What we know about asymptomatic cases of Covid-19
- What is an asymptomatic carrier?
An asymptomatic carrier is a person who is infected with SARS-CoV-2 (tests positive for it), which is the virus that causes Covid-19, but displays no clinical symptoms. There are two possibilities: 1. Some people never develop any symptoms throughout the course of the infection, and the body just clears the virus on its own. 2. Some people develop symptoms later — the pre-symptomatic phase is called the incubation period, which is usually between 2 and 14 days.
Here we are talking about the first category: those who never develop symptoms.
- Can asymptomatic carriers of SARS-CoV-2 pass it on to other people?
Yes.
- How many asymptomatic cases out there?
We don’t know.

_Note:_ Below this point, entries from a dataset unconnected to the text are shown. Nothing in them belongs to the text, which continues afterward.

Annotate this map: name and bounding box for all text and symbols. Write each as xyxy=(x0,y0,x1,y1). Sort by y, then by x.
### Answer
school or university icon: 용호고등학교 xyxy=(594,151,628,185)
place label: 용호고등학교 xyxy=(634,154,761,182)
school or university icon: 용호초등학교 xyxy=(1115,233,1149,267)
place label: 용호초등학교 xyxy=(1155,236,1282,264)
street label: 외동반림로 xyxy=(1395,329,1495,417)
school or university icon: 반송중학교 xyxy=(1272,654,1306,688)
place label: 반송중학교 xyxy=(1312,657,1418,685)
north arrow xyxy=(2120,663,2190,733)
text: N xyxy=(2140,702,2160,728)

But here is a summary of some of the existing evidence.
- A study based on screening results of 565 Japanese citizens evacuated from Wuhan estimates the ratio at 30.8%.

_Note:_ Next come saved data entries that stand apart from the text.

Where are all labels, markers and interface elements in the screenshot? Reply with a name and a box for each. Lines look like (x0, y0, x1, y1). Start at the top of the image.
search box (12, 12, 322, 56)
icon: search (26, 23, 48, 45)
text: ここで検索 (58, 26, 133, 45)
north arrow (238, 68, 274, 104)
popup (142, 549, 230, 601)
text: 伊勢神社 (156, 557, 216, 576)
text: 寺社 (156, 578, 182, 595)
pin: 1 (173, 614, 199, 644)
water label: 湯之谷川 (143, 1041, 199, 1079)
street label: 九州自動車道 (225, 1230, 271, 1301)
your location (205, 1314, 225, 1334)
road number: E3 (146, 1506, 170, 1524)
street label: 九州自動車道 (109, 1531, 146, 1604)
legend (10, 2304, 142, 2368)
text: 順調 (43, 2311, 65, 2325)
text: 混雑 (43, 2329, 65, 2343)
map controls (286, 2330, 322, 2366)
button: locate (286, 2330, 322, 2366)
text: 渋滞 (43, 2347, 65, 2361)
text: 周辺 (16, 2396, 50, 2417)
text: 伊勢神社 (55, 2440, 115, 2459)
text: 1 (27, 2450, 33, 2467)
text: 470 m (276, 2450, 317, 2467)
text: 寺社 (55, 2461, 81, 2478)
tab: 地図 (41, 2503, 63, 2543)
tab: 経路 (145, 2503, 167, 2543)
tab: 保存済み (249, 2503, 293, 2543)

- A study on the Diamond Prince cruise (not peer-reviewed) estimates the ratio at 17.9%.
(Note that when the screening is aggressive, the number of true asymptomatic carriers can be overestimated, because some people might test positive when they are in the incubation period. The share of asymptomatic cases on Diamond Prince was around 50% at some point, but some developed symptoms later.)
- In South Korea, where over 300k tests have been performed, over 20% didn’t show symptoms during hospitalization.
- According to SCMP, “classified Chinese governmental data” shows about 1/3 of all detected cases in China are asymptomatic.
- Chinese health authorities did not disclose the number of known asymptomatic cases to the public prior to 31 March. Since 31 March, the National Health Commission (NHC) began to disclose the daily active number, but not the cumulative number. However, one province — Liaoning Province reported the cumulative number on 3 April. According to Liaoning Health Commission, the province has 141 cumulative confirmed cases (excluding asymptomatic ones) and 56 cumulative asymptomatic cases as of 2 April. Although a very small sample, the ratio then is 28.4%.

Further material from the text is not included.